Pubdate: Wed, 29 Jun 2005
Source: Montgomery Advertiser (AL)
Copyright: 2005 The Advertiser Co.
Note: Letters from the newspaper's circulation area receive publishing priority


Donal Campbell must feel as if his middle name is Sisyphus. Alabama's 
prison commissioner surely can empathize with that poor soul, whom 
legend has it was punished by being forced to forever push uphill a 
stone that kept rolling back down the hill.

In Campbell's case, the stone is an ever rising prison population 
that keeps growing and adding further strain to an already seriously 
overburdened system. In May of last year, there were 26,465 inmates 
in Alabama's prisons. In May of this year, there were 27,732. There's 
no reason to expect that trend to change.

"I don't know what would trigger that to happen," Campbell told the 
Advertiser this week.

Nothing would -- as long as Alabama operates under its current system 
of incarcerating large numbers of people and pushing them into prison 
facilities that are now at about 200 percent of their designed 
capacity. Significant change has to take place, much of it outside 
the prison system.

Gov. Bob Riley appointed a task force in April that is beginning work 
on possible solutions to prison overcrowding. It is important for 
Alabamians to understand that prison overcrowding is far more than a 
matter of inmate comfort. Constitutional questions on the treatment 
of prisoners are at issue, but this is also a public safety issue and 
a judicial issue.

When the state deprives an individual of liberty, it also assumes a 
solemn responsibility for that individual. The state cannot keep 
shoehorning inmates into prisons indefinitely without facing legal 
action, which it will lose, as the record of the past several decades 
makes clear.

The safety of inmates is compromised, but that's only part of the 
problem. The safety of prison employees, in particular the 
corrections officers who have direct oversight responsibilities for 
inmates, is threatened. The safety of the law-abiding public, which 
is supposed to be protected by prisons, is threatened as well.

Severely overcrowded prisons are filled with potential for danger. 
Wardens have been saying for months that it is little short of 
miraculous that Alabama has not had a major outbreak of prison violence.

Some stopgap measures have been taken, but they are just that.

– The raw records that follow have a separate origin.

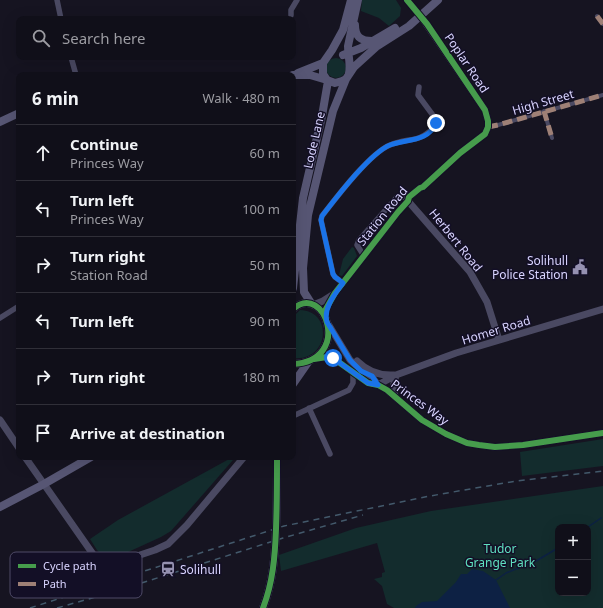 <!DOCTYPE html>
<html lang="en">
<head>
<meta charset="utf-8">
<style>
  :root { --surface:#100f19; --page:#1e1d26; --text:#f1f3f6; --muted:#9c9ca2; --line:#302f38 }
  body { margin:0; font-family:"Noto Sans",sans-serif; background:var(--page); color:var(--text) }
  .controls { position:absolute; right:12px; bottom:12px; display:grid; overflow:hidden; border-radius:8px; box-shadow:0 4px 16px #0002 }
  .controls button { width:36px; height:36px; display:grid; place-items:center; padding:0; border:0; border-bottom:1px solid var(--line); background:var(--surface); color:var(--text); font:20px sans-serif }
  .stop { position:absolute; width:12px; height:12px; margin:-9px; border:3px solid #1a73e8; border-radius:50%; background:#fff }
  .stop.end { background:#1a73e8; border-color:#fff; box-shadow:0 1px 4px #0008 }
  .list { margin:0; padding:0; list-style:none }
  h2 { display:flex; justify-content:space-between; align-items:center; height:52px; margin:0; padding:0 16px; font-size:17px }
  h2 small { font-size:13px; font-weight:400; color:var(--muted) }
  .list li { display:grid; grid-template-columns:26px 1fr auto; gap:12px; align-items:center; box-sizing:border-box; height:56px; padding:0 16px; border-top:1px solid var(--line) }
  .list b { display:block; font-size:15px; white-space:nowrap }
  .list p { margin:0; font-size:13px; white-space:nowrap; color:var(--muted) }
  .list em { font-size:13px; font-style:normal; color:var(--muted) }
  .icon { flex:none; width:22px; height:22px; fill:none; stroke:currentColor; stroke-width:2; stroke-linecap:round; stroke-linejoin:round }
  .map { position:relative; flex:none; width:603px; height:608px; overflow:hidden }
  .search { position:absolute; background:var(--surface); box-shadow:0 4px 16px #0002; left:16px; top:16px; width:280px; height:44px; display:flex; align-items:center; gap:10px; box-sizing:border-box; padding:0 14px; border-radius:8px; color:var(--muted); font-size:15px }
  .panel { position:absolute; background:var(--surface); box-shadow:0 4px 16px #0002; left:16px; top:72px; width:280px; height:388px; border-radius:8px }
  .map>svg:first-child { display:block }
  .green { fill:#132c2d; fill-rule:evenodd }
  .water { fill:#0d2144 }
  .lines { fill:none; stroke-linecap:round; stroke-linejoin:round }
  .stream { stroke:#0d2144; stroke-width:1.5 }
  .pedestrian { stroke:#4a4962; stroke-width:4 }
  .minor { stroke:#4a4962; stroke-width:5.5 }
  .tertiary { stroke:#4a4962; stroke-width:7 }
  .secondary { stroke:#575674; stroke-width:8 }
  .rail { stroke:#43596b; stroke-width:1.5; stroke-dasharray:6 5; stroke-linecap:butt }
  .quiet { stroke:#9e8076; stroke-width:5; stroke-dasharray:10 5; stroke-linecap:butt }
  .cycleway-casing { stroke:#130f26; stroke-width:8 }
  .cycleway { stroke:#469c4c; stroke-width:6 }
  .route { stroke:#1a73e8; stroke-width:5 }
  .labels { text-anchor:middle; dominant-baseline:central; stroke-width:3; stroke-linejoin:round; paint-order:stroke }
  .street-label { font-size:12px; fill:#d9d4ff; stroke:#130f26 }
  .poi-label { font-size:12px; fill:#d9d4ff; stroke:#130f26; text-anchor:end }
  .park-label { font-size:12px; fill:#5fe0c0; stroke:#130f26 }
  .key { fill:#130f26; stroke:#4e4a67; stroke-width:1 }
  .key-label { font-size:11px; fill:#d9d4ff }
</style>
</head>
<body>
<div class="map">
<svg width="603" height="608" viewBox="0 0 603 608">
  <rect width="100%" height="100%" fill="#161421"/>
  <path class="green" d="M362 0H396L401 8 400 16 389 26 379 18 361 11Z
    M326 68a10 10 0 1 1 20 0a10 10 0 1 1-20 0Z
    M352 247 354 248 357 256 342 276 339 275 343 259Z
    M300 310C334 311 329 362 293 358V317Z
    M603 439V466L522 476 520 452Z
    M231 458 233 460 171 531 161 537 115 558H105L97 550 90 539 118 520Z
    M603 486V608H394L387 604 382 586 374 579 382 577V573L385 572 377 543 281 571 279 555 356 528 431 511ZM558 527H588V593H558Z"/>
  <path class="water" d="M472 569 483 571 496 580 510 608H415L416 606 422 602 437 601 456 582 461 574H467Z"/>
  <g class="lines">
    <path class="stream" d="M588 527 601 518
      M496 580 506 573 536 561 558 548"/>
    <path class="pedestrian" d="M597 16 603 24
      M544 111 552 138
      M488 127 498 125 603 95"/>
    <path class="minor" d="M57 0 61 19
      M407 0 420 15
      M291 15V10L297 0
      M71 57 76 75
      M364 256 357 245 359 240 397 197H404L408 201
      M343 283 335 277 333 274 321 220 322 216C336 198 370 153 390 145 409 137 419 144 435 126V118L418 95 419 87
      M0 318 19 306
      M309 408 330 454
      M293 416 349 390 353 383V373"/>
    <path class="tertiary" d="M408 201 470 272 487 302 499 340
      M313 305 323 301 334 294
      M325 316 326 309 335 293 398 212 408 201 409 197 420 188 423 187 460 153 485 134 488 127V121L485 110 420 15
      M327 322 350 360 361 371 372 377 378 385
      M314 359 327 357 333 358 368 383 378 385 387 390 422 420 446 434 467 443 479 445 495 447 523 445 603 433
      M357 361C367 371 379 376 394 375
      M378 385 396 375 456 353 603 309
      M395 396 393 388 396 375
      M0 420 19 448
      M25 457 95 557 101 562 110 565 155 550 168 544 187 525 244 457"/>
    <path class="secondary" d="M351 0 343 30 332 50 323 63V74L327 80 335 83 342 81 346 79 354 67 376 47 409 26 438 0
      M355 25C355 37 361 41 372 41
      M343 55 361 48 395 28
      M298 73 323 63
      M349 73C351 64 348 56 348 46L358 0
      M293 75H310L327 80
      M0 122 19 113
      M293 288 303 198 322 116 328 81
      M311 303 304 292 303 268 308 215 333 111 346 79
      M293 309C325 281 353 361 293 364
      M293 384 309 361
      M0 507 44 484 91 457
      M263 608C273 582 275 556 276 529 277 505 277 481 277 457"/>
    <path class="rail" d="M30 608 284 526 430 496 516 481 603 471
      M57 608 113 592 283 538 363 515"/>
    <path class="quiet" d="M597 16 603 24
      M544 111 552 138
      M488 127 498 125 603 95"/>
    <g class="cycleway-casing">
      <path id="cycleway" d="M293 309C325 281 353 361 293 364
        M325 316 326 309 335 293 398 212 408 201 409 197 420 188 423 187 460 153 485 134 488 127V121L485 110 427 24 407 0
        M314 359 327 357 333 358 368 383 378 385 387 390 422 420 446 434 467 443 479 445 495 447 523 445 603 433
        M263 608C273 582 275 556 276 529 277 505 277 481 277 457"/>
    </g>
    <use href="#cycleway" class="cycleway"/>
  </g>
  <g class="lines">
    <path class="route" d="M333 358 368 383 378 385 372 376 361 371 350 360 327 322C323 308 335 294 343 283L335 277 333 274 321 220 322 216C336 198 370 153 390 145 405 139 429 142 436 123"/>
  </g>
  <defs>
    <g id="civic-bare" transform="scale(1.2)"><path d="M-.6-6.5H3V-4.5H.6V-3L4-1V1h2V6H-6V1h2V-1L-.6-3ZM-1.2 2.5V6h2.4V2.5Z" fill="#9591b1" stroke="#130f26" stroke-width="2.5" paint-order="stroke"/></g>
    <g id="station-bare" transform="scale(1.2)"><path d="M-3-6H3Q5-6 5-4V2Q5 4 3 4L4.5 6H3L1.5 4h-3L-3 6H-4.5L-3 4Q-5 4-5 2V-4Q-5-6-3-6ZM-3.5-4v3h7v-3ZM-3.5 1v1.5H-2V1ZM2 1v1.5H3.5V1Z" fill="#9591b1" stroke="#130f26" stroke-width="2.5" paint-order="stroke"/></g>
  </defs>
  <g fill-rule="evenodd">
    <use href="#civic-bare" x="580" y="267"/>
    <use href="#station-bare" x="168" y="569"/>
  </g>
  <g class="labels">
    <g class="street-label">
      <text transform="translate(467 63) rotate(56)">Poplar Road</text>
      <text transform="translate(543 102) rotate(-16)">High Street</text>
      <text transform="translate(314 140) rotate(-77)">Lode Lane</text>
      <text transform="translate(382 216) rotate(-51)">Station Road</text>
      <text transform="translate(456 240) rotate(51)">Herbert Road</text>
      <text transform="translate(496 330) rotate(-17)">Homer Road</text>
      <text transform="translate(420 402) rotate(36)">Princes Way</text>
    </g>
    <g class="poi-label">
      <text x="568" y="260">Solihull<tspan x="568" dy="14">Police Station</tspan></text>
      <text x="180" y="569" text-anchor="start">Solihull</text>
    </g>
    <g class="park-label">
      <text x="500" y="548">Tudor<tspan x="500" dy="14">Grange Park</tspan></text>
    </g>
  </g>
  <rect x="10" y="552" width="132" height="46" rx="6" class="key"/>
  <rect x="18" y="564" width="18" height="4" fill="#469c4c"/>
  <rect x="18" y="582" width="18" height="4" fill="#9e8076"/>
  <g class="key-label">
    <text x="43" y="570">Cycle path</text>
    <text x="43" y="588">Path</text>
  </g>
</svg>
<div class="controls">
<button>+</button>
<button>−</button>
</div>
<div class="stop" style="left:333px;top:358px"></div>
<div class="stop end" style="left:436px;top:123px"></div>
<div class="search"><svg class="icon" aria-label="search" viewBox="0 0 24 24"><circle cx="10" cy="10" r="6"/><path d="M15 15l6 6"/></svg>Search here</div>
<section class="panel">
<h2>6 min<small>Walk · 480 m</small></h2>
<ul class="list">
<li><svg class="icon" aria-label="ahead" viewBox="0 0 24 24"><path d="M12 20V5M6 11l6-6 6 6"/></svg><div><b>Continue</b><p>Princes Way</p></div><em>60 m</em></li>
<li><svg class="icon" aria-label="left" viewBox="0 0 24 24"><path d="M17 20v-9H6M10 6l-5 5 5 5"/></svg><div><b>Turn left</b><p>Princes Way</p></div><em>100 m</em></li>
<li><svg class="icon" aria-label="right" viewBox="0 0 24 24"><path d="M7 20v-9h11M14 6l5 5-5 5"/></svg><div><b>Turn right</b><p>Station Road</p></div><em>50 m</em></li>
<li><svg class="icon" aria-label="left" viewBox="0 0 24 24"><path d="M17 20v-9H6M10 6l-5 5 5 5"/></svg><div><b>Turn left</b></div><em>90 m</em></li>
<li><svg class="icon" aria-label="right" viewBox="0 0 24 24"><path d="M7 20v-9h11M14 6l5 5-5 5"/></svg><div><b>Turn right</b></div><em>180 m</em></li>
<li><svg class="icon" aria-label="arrive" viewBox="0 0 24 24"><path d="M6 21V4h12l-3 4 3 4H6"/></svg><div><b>Arrive at destination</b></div></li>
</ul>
</section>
</div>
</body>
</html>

They 
do not address the kind of systemic reforms Alabama needs. Housing 
inmates in a private prison in Louisiana, for example, has reduced 
the overcrowding at Tutwiler Prison for Women and kept the state in 
compliance with a court order in an overcrowding lawsuit. It has not, 
however, done anything about the causes of overcrowding.

An accelerated parole program for nonviolent offenders had the most 
impact on the problem, but only temporarily. Hundreds of such paroles 
eased overcrowding for a time, but as the numbers cited above show, 
the flow of inmates into the prisons soon had the population going even higher.

The harsh reality is that Alabama needs sentencing reform that will 
stop sending to prison nonviolent offenders who do not need to be 
there for the sake of preserving the safety of the public. Certainly 
violent criminals need to be behind bars, but many nonviolent 
property offenders do not.

Until Alabama can start routinely sentencing such offenders to 
alternatives such as community-based restitution programs instead of 
to prison, there is no chance of permanently reducing overcrowding 
unless the state embarks on a massive prison-building program. It 
can't afford that and even if it could, it would be an unwise use of resources.